> _What is needed_: Exactly as written, set down the lines from the top of the entries through the line bearing "0 #8a807d) drop-shadow(-2px", with every picture left out.

Material provided START

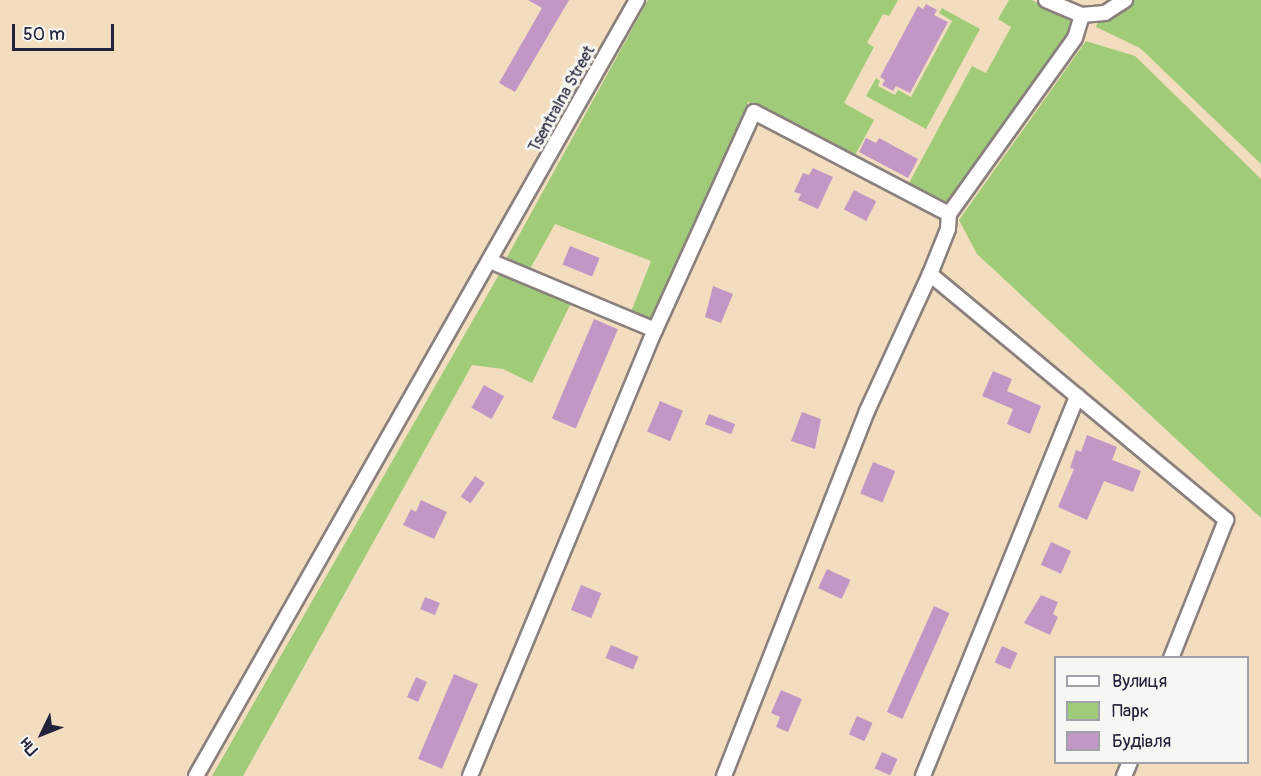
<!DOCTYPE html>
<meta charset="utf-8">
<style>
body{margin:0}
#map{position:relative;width:1261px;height:776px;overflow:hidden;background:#f3ddbf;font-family:Pangolin,sans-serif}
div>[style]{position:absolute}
.green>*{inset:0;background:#a0cc79}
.building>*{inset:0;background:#c297c6;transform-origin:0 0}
.roads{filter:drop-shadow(2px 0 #8a807d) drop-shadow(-2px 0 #8a807d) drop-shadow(0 2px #8a807d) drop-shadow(0 -2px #8a807d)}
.minor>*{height:14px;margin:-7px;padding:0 7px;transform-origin:7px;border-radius:7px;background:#fff}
span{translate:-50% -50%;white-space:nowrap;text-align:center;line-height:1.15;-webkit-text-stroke:6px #f6f6f2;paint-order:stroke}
.street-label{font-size:16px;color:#22223b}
.legend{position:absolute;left:1054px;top:656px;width:195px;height:108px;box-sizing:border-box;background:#f6f6f2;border:2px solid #a1a1a9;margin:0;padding:8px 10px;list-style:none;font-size:18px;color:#22223b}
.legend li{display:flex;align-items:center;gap:12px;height:30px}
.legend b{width:30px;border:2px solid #a1a1a9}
.north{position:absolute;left:12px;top:704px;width:60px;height:60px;-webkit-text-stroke:4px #f6f6f2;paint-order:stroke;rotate:227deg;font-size:16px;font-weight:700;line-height:24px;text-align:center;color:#22223b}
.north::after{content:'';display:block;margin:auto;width:21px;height:27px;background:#22223b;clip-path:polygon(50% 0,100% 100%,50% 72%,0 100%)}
.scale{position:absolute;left:12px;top:24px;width:102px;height:27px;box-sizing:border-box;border:3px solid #22223b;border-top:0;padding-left:8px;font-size:18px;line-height:21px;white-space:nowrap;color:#22223b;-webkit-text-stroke:4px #f6f6f2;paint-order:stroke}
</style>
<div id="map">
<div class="green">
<div style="clip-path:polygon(648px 0,898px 0,889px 16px,883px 14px,867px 43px,874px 47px,844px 103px,874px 120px,854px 157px,748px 102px,652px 321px,631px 312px,651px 261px,555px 224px,530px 269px,506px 259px)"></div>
<div style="clip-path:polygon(1009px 0,1032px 0,1069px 20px,1074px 27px,946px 202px,909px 183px,972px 66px,986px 73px,1011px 27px,998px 19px)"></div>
<div style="clip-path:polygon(1133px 0,1261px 0,1261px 164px,1140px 48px,1096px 27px,1098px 21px,1116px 15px)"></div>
<div style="clip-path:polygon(942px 8px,980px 29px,926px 129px,866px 96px,876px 78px,880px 81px,878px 86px,895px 95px,898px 90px,911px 97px,952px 21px,939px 13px)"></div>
<div style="clip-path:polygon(1086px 41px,1135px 56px,1261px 179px,1261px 518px,977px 254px,959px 220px)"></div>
<div style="clip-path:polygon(501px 271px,572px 301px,532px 383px,503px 369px,472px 365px,243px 776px,212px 776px)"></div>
</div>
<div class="building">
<div style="clip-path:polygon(528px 0,569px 0,515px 92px,499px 83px,542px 8px)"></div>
<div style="clip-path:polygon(926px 4px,937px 10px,934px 15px,948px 22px,910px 93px,896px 86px,893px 91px,882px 85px,885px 80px,880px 77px,918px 6px,923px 9px)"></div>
<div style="clip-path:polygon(866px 138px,876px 143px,879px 138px,918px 159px,908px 178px,859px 152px)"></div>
<div style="clip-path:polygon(813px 168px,833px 177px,818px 209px,798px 200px,801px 194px,794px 192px,803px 173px,809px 175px)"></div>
<div style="left:854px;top:190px;width:25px;height:22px;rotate:27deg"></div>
<div style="left:570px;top:246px;width:32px;height:20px;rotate:22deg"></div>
<div style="clip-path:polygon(713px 286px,733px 294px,721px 323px,705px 317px)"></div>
<div style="left:594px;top:319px;width:26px;height:108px;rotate:23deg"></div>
<div style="clip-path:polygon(993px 371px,1012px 379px,1007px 391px,1041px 406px,1030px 434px,1007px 424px,1013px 409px,982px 396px)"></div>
<div style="left:484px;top:385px;width:23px;height:26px;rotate:29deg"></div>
<div style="left:660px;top:401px;width:25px;height:33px;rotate:23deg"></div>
<div style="clip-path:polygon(802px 412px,821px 419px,815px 449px,791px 441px)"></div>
<div style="left:709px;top:414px;width:28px;height:11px;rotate:21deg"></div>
<div style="clip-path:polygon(1087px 435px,1117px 447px,1112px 460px,1141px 471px,1133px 492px,1104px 481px,1087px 520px,1058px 507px,1074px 469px,1070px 468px,1076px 450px,1081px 452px)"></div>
<div style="left:873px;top:462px;width:24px;height:34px;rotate:22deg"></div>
<div style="left:475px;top:476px;width:12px;height:25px;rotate:35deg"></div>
<div style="clip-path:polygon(421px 500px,447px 512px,434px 539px,403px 525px,411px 509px,416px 512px)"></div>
<div style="left:1051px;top:542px;width:22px;height:25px;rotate:24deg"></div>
<div style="left:827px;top:569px;width:26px;height:21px;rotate:25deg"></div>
<div style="left:581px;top:585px;width:22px;height:27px;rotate:22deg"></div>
<div style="clip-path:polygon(1041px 595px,1058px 602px,1053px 614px,1058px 617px,1050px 635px,1024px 623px)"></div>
<div style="left:425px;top:597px;width:16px;height:13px;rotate:22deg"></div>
<div style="left:934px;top:606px;width:17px;height:116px;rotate:24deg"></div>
<div style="left:611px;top:645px;width:30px;height:14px;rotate:23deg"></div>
<div style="left:1002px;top:646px;width:17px;height:18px;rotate:24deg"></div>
<div style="left:454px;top:674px;width:26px;height:92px;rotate:23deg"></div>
<div style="left:416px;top:677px;width:12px;height:22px;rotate:24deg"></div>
<div style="clip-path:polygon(781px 690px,802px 699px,788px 732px,776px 727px,780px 717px,771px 713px)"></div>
<div style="left:857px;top:716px;width:17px;height:20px;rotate:24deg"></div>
<div style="left:882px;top:752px;width:17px;height:18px;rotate:24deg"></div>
</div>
<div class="roads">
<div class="minor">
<div style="left:1046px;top:0;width:39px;rotate:23deg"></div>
<div style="left:1082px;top:15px;width:23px;rotate:-5deg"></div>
<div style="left:1105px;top:13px;width:24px;rotate:-33deg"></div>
<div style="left:949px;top:214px;width:216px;rotate:-54.4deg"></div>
<div style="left:1075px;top:38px;width:24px;rotate:-73deg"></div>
<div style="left:655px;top:330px;width:239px;rotate:-65.6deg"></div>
<div style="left:754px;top:112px;width:220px;rotate:27.6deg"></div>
<div style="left:949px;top:214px;width:15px;rotate:94deg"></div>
<div style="left:948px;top:229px;width:48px;rotate:111.8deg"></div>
<div style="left:930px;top:274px;width:385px;rotate:39.7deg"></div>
<div style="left:1226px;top:520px;width:149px;rotate:111.7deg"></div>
<div style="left:196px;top:776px;width:893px;rotate:-60.39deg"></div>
<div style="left:470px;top:776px;width:483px;rotate:-67.5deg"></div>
<div style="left:655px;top:330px;width:179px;rotate:-157.3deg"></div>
<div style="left:724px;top:776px;width:392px;rotate:-68.6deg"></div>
<div style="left:867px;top:411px;width:151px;rotate:-65.3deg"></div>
<div style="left:923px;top:776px;width:410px;rotate:-67.9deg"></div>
<div style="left:1124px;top:776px;width:15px;rotate:-67deg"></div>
</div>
</div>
<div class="street-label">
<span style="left:562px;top:99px;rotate:-61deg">Tsentralna Street</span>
</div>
<ul class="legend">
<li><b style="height:8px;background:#fff"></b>Вулиця</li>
<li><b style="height:16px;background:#a0cc79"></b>Парк</li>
<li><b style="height:16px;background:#c297c6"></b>Будівля</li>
</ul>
<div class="north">Пн</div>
<div class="scale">50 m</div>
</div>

Material provided END

> _Response area_:
<!DOCTYPE html>
<meta charset="utf-8">
<style>
body{margin:0}
#map{position:relative;width:1261px;height:776px;overflow:hidden;background:#f3ddbf;font-family:Pangolin,sans-serif}
div>[style]{position:absolute}
.green>*{inset:0;background:#a0cc79}
.building>*{inset:0;background:#c297c6;transform-origin:0 0}
.roads{filter:drop-shadow(2px 0 #8a807d) drop-shadow(-2px 0 #8a807d) drop-shadow(0 2px #8a807d) drop-shadow(0 -2px #8a807d)}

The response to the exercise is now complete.